Ffar4, also known as G protein-coupled receptor 120, is a long-chain fatty acid receptor belonging to the rhodopsin-like G protein-coupled receptor (GPCR) family. It plays a crucial role in maintaining energy homeostasis by regulating adipogenesis, insulin sensitivity, and inflammation. It is involved in pathways such as Gq subunit-mediated CaMKKβ/AMPK signaling, and its activation helps maintain metabolic homeostasis [2,4,6,7].

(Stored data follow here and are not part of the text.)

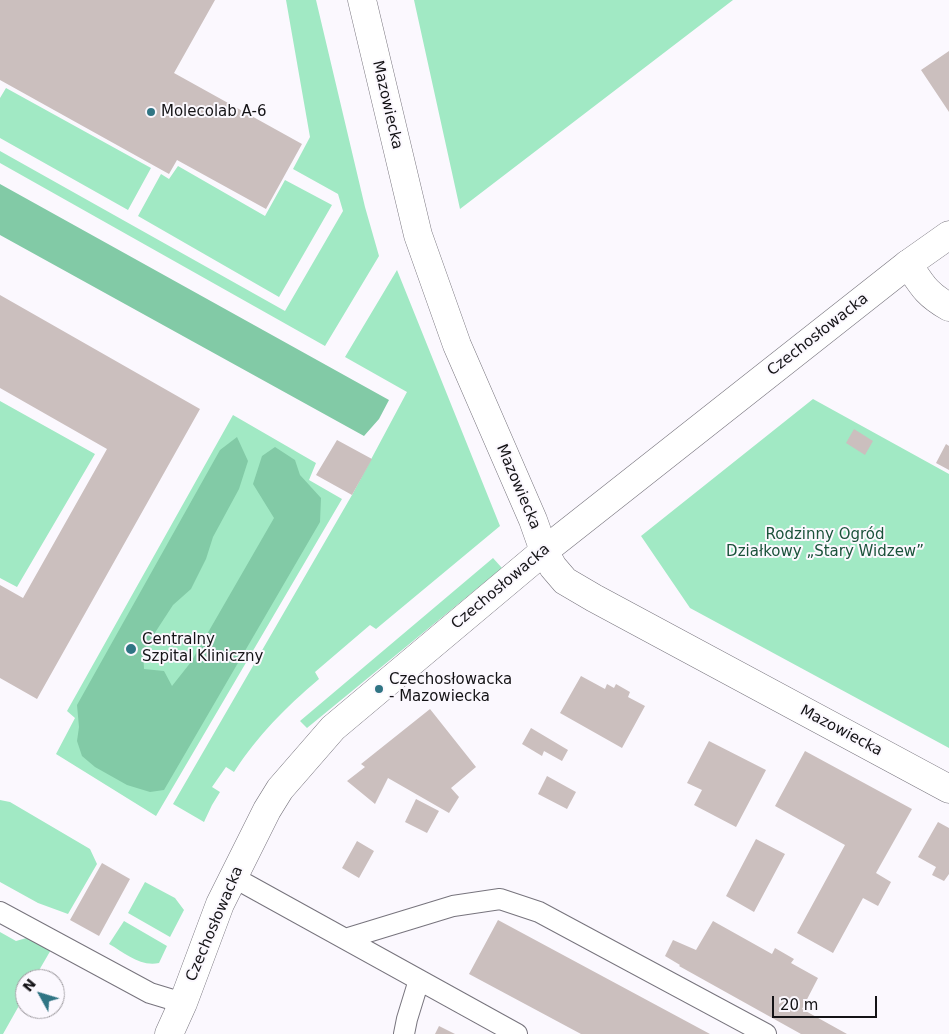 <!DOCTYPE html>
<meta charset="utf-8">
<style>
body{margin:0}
#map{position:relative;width:949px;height:1034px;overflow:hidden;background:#fbf8fe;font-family:"DejaVu Sans",sans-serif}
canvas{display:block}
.north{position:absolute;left:15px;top:969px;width:50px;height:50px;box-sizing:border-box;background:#fbf8fe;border:1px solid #9f9ca1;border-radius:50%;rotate:309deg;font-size:14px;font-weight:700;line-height:20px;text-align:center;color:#141316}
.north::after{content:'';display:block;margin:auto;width:18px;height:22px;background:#307584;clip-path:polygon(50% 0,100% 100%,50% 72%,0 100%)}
.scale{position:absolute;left:772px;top:996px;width:105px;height:22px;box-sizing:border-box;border:2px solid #141316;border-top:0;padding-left:6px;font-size:15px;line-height:18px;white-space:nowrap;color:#141316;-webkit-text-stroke:4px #fbf8fe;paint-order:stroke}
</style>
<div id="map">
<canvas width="949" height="1034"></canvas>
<div class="north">N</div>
<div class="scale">20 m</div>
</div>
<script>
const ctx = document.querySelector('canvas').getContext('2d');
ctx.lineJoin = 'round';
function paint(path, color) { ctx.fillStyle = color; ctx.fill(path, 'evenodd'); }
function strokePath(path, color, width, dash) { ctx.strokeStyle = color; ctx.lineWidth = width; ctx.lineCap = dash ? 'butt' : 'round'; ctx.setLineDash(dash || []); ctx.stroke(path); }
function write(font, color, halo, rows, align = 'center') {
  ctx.font = font + ' "DejaVu Sans",sans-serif'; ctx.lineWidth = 4; ctx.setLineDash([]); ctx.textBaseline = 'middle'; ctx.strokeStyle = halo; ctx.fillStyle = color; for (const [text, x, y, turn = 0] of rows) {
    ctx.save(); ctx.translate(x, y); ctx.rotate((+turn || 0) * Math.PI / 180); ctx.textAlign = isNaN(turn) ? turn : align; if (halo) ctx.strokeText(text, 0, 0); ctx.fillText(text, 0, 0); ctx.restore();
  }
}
paint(new Path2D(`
 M 286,0 L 316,0 L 365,207 L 379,256 L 325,346 L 0,163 L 0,151 L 285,311 L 343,211 L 338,194 L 293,169 L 310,137 Z
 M 414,0 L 733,0 L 460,209 Z
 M 6,88 L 151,168 L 128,210 L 0,138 L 0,98 Z
 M 178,166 L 265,216 L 285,180 L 332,205 L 279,297 L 138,216 L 161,174 L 169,179 Z
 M 397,270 L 500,526 L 376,629 L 370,625 L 315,672 L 319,679 C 285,708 258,735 234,772 L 226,767 L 212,787 L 220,792 L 212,805 L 204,822 L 173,804 L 352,495 L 407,392 L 345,357 Z
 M 813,399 L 949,474 L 949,748 L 690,608 L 641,536 Z
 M 0,401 L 95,454 L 17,587 L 0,578 Z
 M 233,415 L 316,463 L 309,480 L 342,499 L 156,816 L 56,754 L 75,718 L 67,711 Z
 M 493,558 L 502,568 L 307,728 L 300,721 Z
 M 0,800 L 10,802 L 90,849 L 97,864 L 68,914 L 38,903 L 0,882 Z
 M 145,882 L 175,898 L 184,910 L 170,937 L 128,913 Z
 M 124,921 L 167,946 L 159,963 C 140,967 125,953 109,944 Z
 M 0,932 L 16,941 L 30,937 L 52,948 L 34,979 L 25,979 L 25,995 L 3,1034 L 0,1034 Z`), '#a1e9c4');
paint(new Path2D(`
 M 0,184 L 389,400 L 379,419 L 364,436 L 0,235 Z
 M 237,437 L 248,461 L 239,489 L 213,537 L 206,559 L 191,589 L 173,605 L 143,651 L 144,669 L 164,671 L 172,686 L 191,662 L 274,518 L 253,484 L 262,456 L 275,447 L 295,460 L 300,475 L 321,498 L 320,522 L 164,790 L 150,792 L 127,785 L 95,767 L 82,756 L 77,741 L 79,727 L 77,705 L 220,450 Z`), '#82caa6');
paint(new Path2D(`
 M 0,0 L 215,0 L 174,73 L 302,144 L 266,209 L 177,160 L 169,174 L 0,80 Z
 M 949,51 L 949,112 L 921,70 Z
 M 0,295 L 200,409 L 37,699 L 0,678 L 0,585 L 23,598 L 107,449 L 0,388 Z
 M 854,429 L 873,441 L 865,455 L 846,443 Z
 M 337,440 L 372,459 L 352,495 L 316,475 Z
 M 946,444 L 949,446 L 949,470 L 936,463 Z
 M 581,676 L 605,689 L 607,684 L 614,688 L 616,684 L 630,692 L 628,697 L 645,706 L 622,748 L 560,713 Z
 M 430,709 L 476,767 L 451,788 L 459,797 L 449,813 L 388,778 L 375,804 L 347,781 L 365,767 L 361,764 Z
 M 531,728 L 568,750 L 562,761 L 544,751 L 542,756 L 522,744 Z
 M 709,741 L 766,770 L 736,827 L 694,805 L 702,790 L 687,783 Z
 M 805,751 L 912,809 L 876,873 L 891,882 L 878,906 L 863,898 L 833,953 L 797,933 L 845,845 L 775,806 Z
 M 547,776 L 576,792 L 567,809 L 538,794 Z
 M 416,799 L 439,811 L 427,833 L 405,822 Z
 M 938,822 L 949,828 L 949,874 L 944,881 L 932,875 L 936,867 L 918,857 Z
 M 756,839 L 785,854 L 754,912 L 726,896 Z
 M 357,841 L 374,851 L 359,878 L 342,868 Z
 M 102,863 L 130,879 L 99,936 L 70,920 Z
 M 498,920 L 710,1034 L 581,1034 L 469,974 Z
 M 713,921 L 772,954 L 775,948 L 794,959 L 791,963 L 818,978 L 802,1009 L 847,1034 L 801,1034 L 679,966 L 680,965 L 665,956 L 673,940 L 696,950 Z
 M 439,1026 L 455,1034 L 435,1034 Z`), '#cbbfbe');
const service = new Path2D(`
 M 233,877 L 517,1034
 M 0,912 L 150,993 L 183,1003
 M 345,939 L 453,906 L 500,899 L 539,912 L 766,1034
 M 404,1034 L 407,1019 L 419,980`);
const minor = new Path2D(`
 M 362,0 L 418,235 L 457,345 L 533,520 L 544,551 L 553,567 L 565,581 L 594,598 L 949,789
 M 908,264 C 922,285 926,294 949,307`);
const tertiary = new Path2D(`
 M 169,1034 L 183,1003 L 220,904 L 267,810 L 280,789 L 333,728 L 544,551 L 908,264 L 949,235`);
strokePath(service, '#77747d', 22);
strokePath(minor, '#77747d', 29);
strokePath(tertiary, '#77747d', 29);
strokePath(service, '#fff', 20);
strokePath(minor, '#fff', 28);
strokePath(tertiary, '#fff', 28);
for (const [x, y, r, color] of [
 [151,112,5,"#307584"],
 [131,649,6,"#307584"],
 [379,689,5,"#307584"]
]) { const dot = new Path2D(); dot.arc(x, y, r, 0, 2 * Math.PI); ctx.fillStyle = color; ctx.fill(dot); strokePath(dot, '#fbf8fe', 2); }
write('15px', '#141316', '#fbf8fe', [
 ["Mazowiecka",387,105,77],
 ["Czechosłowacka",818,335,-38],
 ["Mazowiecka",518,487,67],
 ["Czechosłowacka",501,587,-40],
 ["Mazowiecka",841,731,28],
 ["Czechosłowacka",215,924,-67]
]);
write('15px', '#141316', '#fbf8fe', [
 ["Molecolab A-6",161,112],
 ["Centralny",142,640],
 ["Szpital Kliniczny",142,657],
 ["Czechosłowacka",389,680],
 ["- Mazowiecka",389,697]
], 'left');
write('15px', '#1a523a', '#fbf8fe', [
 ["Rodzinny Ogród",825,535],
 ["Działkowy „Stary Widzew”",825,552]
]);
</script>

Systemic and conditional knockout mouse models have provided valuable insights into Ffar4's function. In acute kidney injury (AKI) mouse models, knockout of Ffar4 aggravated renal function and pathological damage, while activation by TUG-891 alleviated disease severity. Ffar4 was found to regulate cellular senescence in injured kidneys and tubular epithelial cells via the AMPK/SirT3 signaling pathway [1]. In metabolic syndrome (MetS) mouse models, conventional and microglial conditional knockout of Ffar4 exacerbated high-fat diet-induced cognitive dysfunction and anxiety, while microglial overexpression improved these conditions, with Ffar4 regulating microglial activation through type I interferon signaling [3]. In heart failure with preserved ejection fraction secondary to metabolic syndrome (HFpEF-MetS) mouse models, systemic deletion of Ffar4 worsened diastolic function and microvascular rarefaction in male mice, and altered the balance of inflammatory oxylipins, increasing the pro-inflammatory state [5].

In conclusion, Ffar4 is essential for maintaining metabolic and immune homeostasis. The use of Ffar4 knockout and conditional knockout mouse models has revealed its significance in diseases such as AKI, MetS-related cognitive impairment, and HFpEF-MetS. These findings suggest that Ffar4 could be a potential therapeutic target for treating these and other related diseases.